= Finding Rothko =

Composition by Adam Schoenberg

Finding Rothko is a composition for chamber orchestra by the American composer Adam Schoenberg. The work was commissioned by the Germantown, Tennessee-based IRIS Orchestra under the conductor Michael Stern. It was first performed by the IRIS Orchestra under Stern on January 13, 2007.

==Composition==

===Background===
Schoenberg composed Finding Rothko in 2006 while pursuing his doctoral studies at the Juilliard School. The composer was inspired to write the piece after experiencing the paintings of the abstract expressionist artist Mark Rothko on a visit to the Museum of Modern Art in New York City.
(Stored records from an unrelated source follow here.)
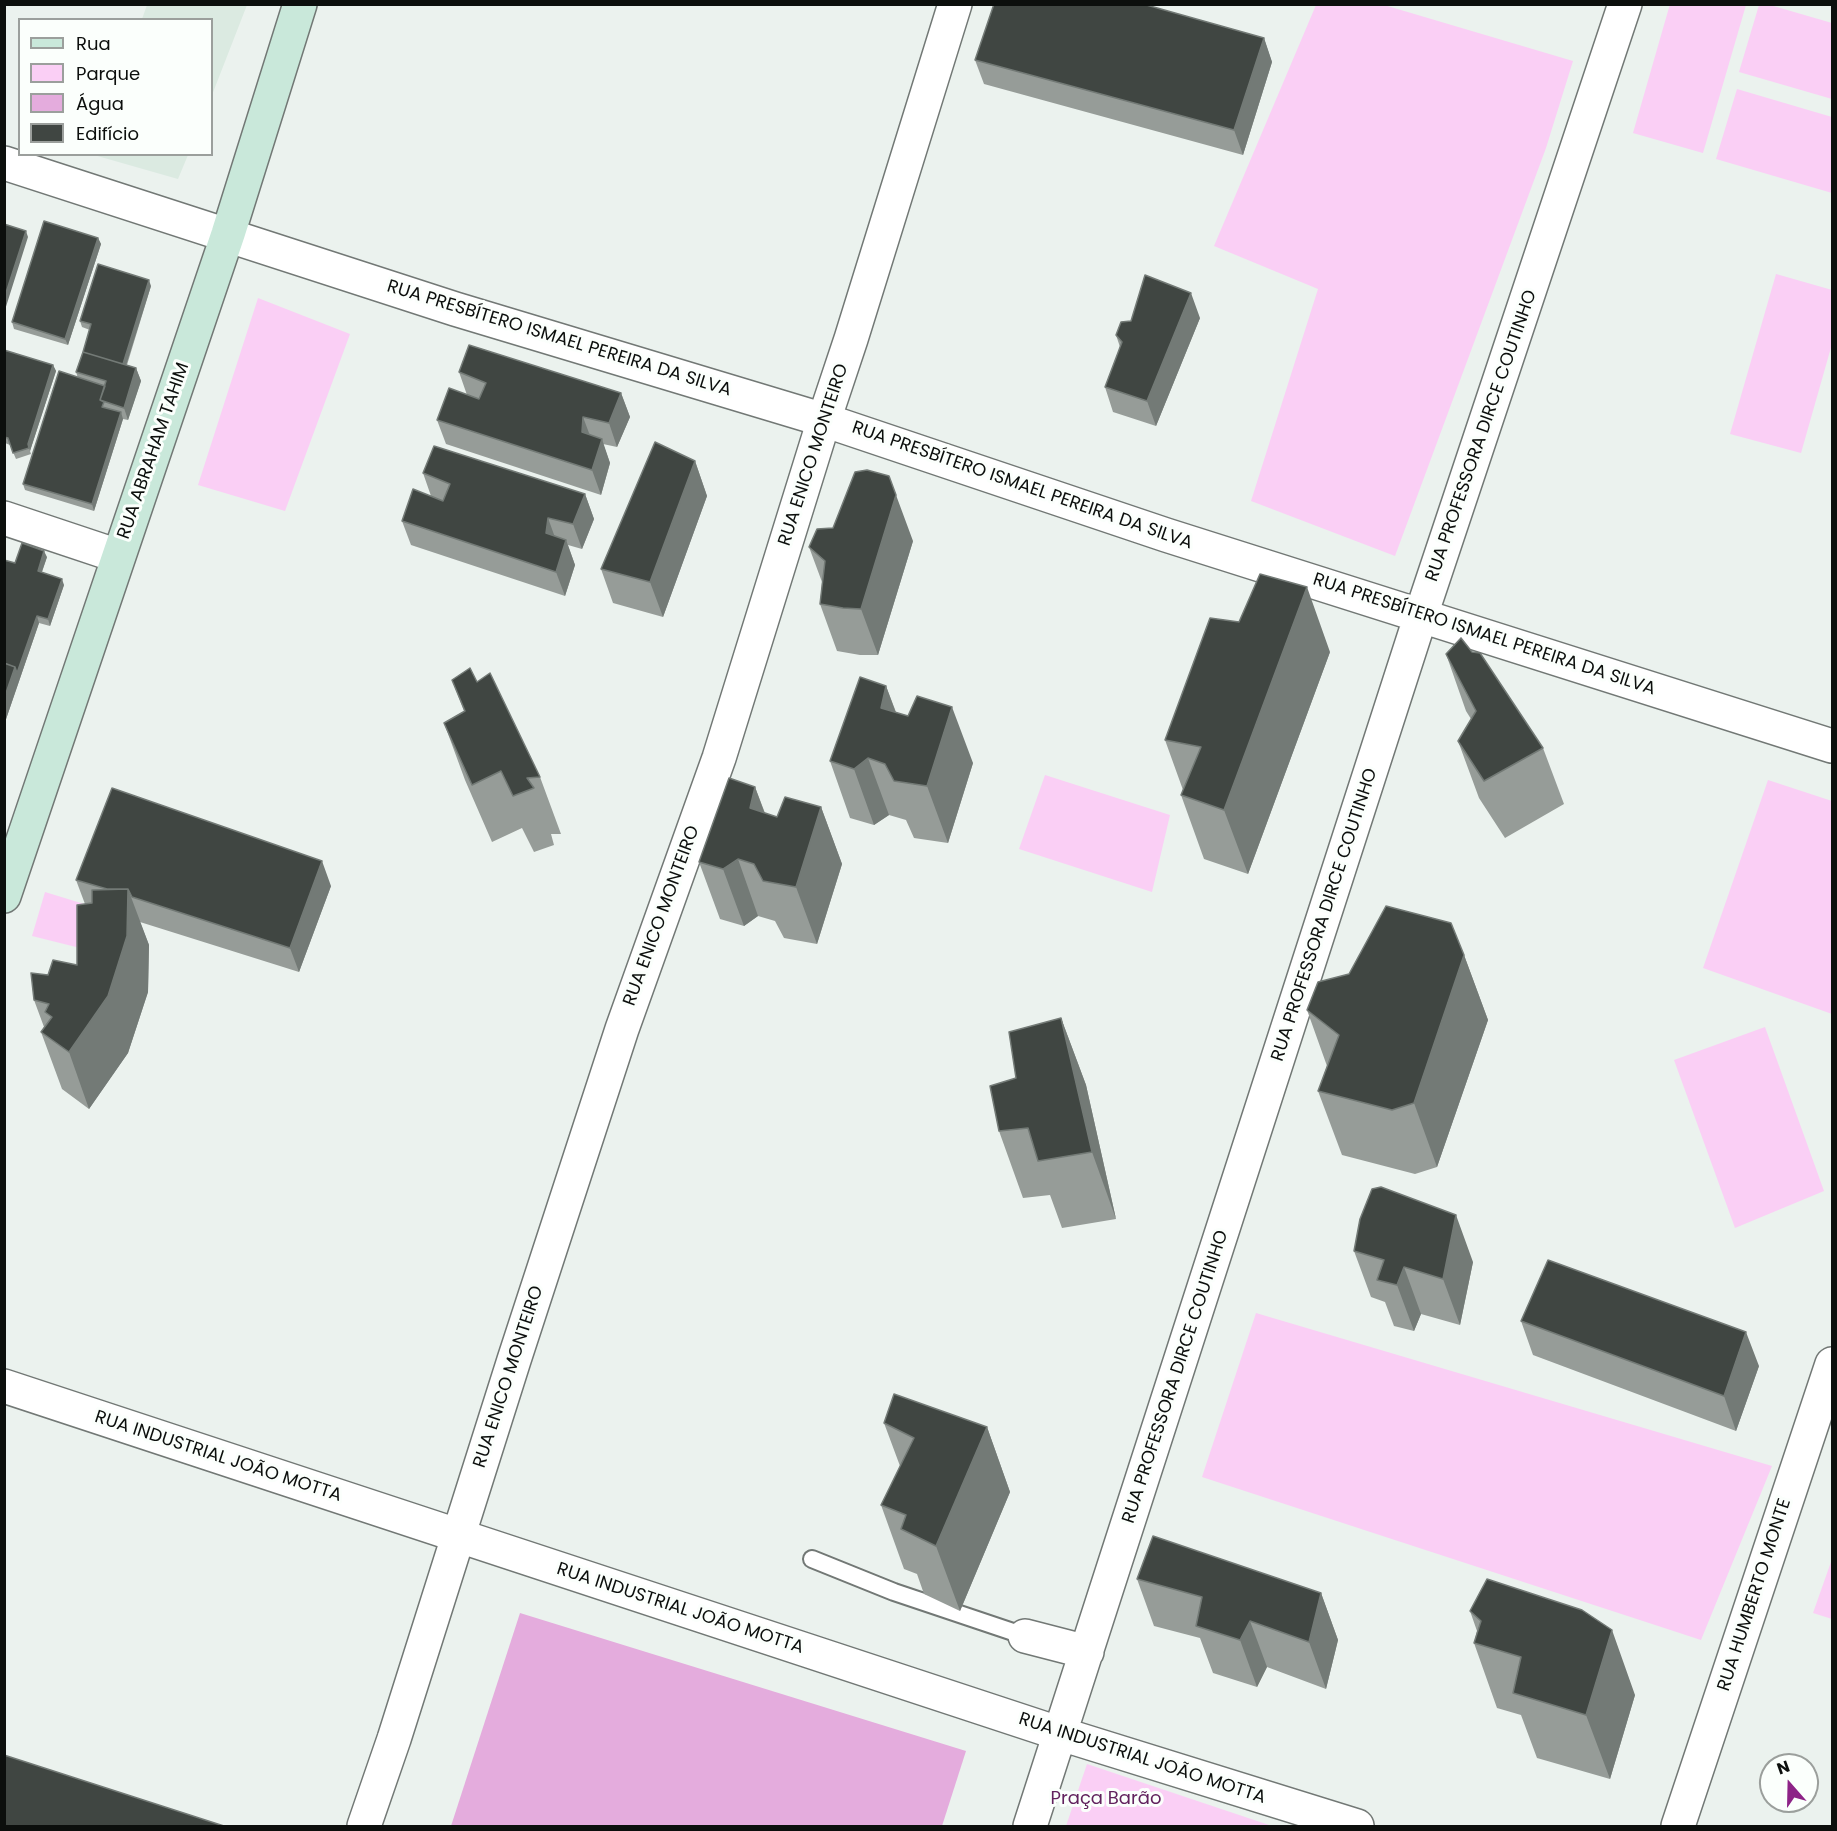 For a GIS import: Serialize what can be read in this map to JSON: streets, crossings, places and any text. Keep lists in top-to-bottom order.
{
  "streets": {
    "main road": ["RUA ABRAHAM TAHIM"],
    "street": [
      "RUA PRESBÍTERO ISMAEL PEREIRA DA SILVA",
      "RUA PROFESSORA DIRCE COUTINHO",
      "RUA ENICO MONTEIRO",
      "RUA INDUSTRIAL JOÃO MOTTA",
      "RUA HUMBERTO MONTE"
    ]
  },
  "crossings": [
    ["RUA PRESBÍTERO ISMAEL PEREIRA DA SILVA", "RUA PROFESSORA DIRCE COUTINHO"],
    ["RUA PRESBÍTERO ISMAEL PEREIRA DA SILVA", "RUA ABRAHAM TAHIM"],
    ["RUA PRESBÍTERO ISMAEL PEREIRA DA SILVA", "RUA ENICO MONTEIRO"],
    ["RUA PROFESSORA DIRCE COUTINHO", "RUA INDUSTRIAL JOÃO MOTTA"],
    ["RUA ENICO MONTEIRO", "RUA INDUSTRIAL JOÃO MOTTA"]
  ],
  "parks": ["Praça Barão"],
  "legend": [
    "Rua",
    "Parque",
    "Água",
    "Edifício"
  ],
  "north": "top"
} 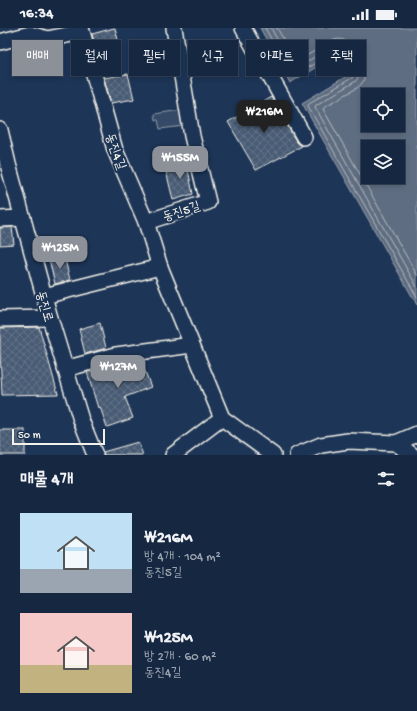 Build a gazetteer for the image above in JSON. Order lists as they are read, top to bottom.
{
  "streets": {
    "street": ["동진4길", "동진5길", "동진로"]
  },
  "crossings": [
    ["동진4길", "동진5길"]
  ],
  "scale_bar": "50 m",
  "page": {
    "status": "16:34",
    "chip": [
      "매매",
      "월세",
      "필터",
      "신규",
      "아파트",
      "주택"
    ],
    "price": [
      "₩216M",
      "₩155M",
      "₩125M",
      "₩127M"
    ],
    "scale": "50 m",
    "heading": "매물 4개",
    "list": [
      {
        "name": "₩216M",
        "note": "방 4개 · 104 m² · 동진5길"
      },
      {
        "name": "₩125M",
        "note": "방 2개 · 60 m² · 동진4길"
      }
    ]
  }
} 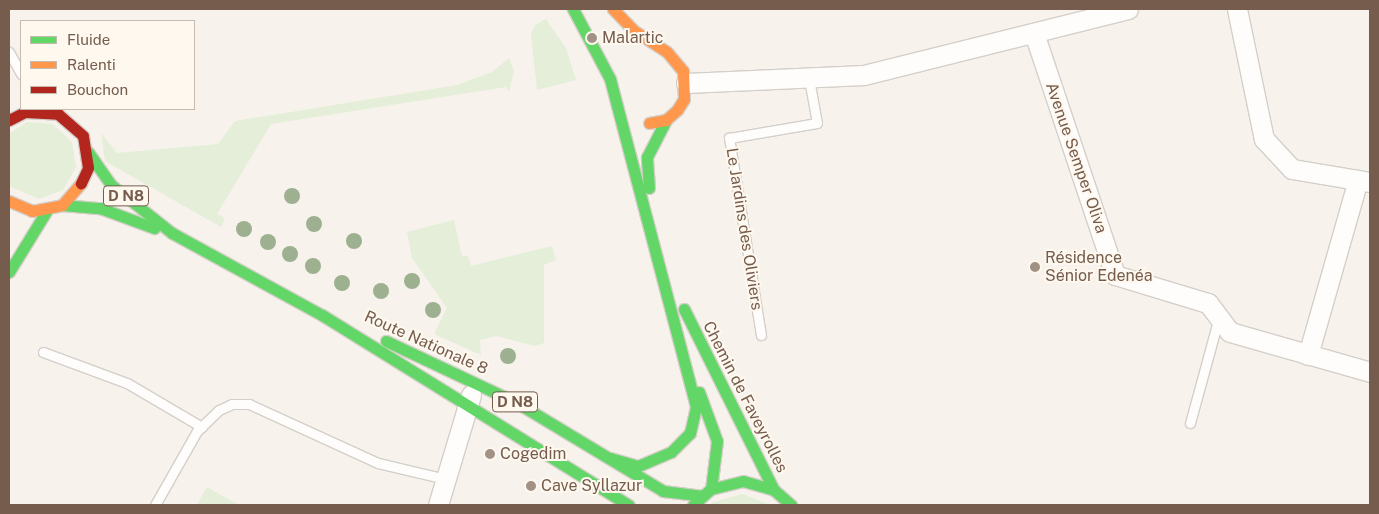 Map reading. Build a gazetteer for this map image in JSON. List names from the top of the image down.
{
  "streets": {
    "main road": ["D N8", "Route Nationale 8", "Chemin de Faveyrolles"],
    "street": ["Avenue Semper Oliva"],
    "lane": ["Le Jardins des Oliviers"]
  },
  "crossings": [
    ["Route Nationale 8", "Chemin de Faveyrolles"]
  ],
  "places": [
    "Malartic",
    "Résidence Sénior Edenéa",
    "Cogedim",
    "Cave Syllazur"
  ],
  "legend": ["Fluide", "Ralenti", "Bouchon"]
} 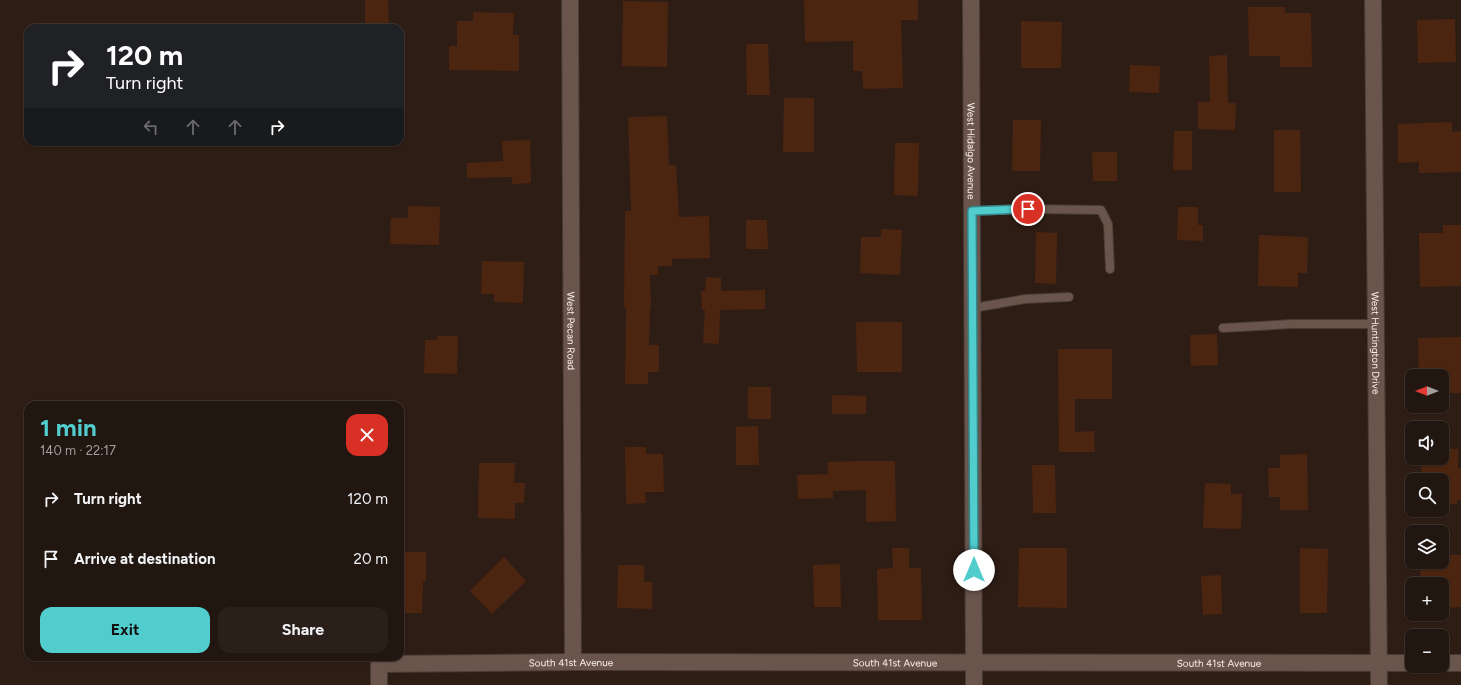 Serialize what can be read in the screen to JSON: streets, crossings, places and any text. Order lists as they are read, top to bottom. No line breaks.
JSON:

Finding Rothko marked Schoenberg's first professional commission as a composer, and he was assisted in arranging the work for chamber orchestra by Michael Stern.

===Structure===
Finding Rothko has a duration of approximately 16 minutes and is cast in four movements named after the primary colors used in four different Rothko paintings:

===Instrumentation===
The work is scored for a chamber orchestra consisting of two flutes (both doubling piccolo), two oboes (second doubling cor anglais), two clarinets (second doubling bass clarinet), two bassoons (second doubling contrabassoon), two horns, two trumpets, piano (doubling celesta), two percussionists, and strings.

==Reception==
Reviewing a 2011 performance of Finding Rothko at the Aspen Music Festival, Harvey Steiman of The Aspen Times praised the work's "colorful orchestration, rich textures and a sense of power and inevitability similar to that which invests the painter's work." He added, "This was highly listenable music, rewarding to apprehend, especially in the broad outlines of the final section's glowing climax."

==Recording==
A recording of the Finding Rothko featuring the Kansas City Symphony under the direction of Michael Stern was released through Reference Recordings on January 20, 2017. The album also includes performances of Schoenberg's American Symphony (2011) and Picture Studies (2012).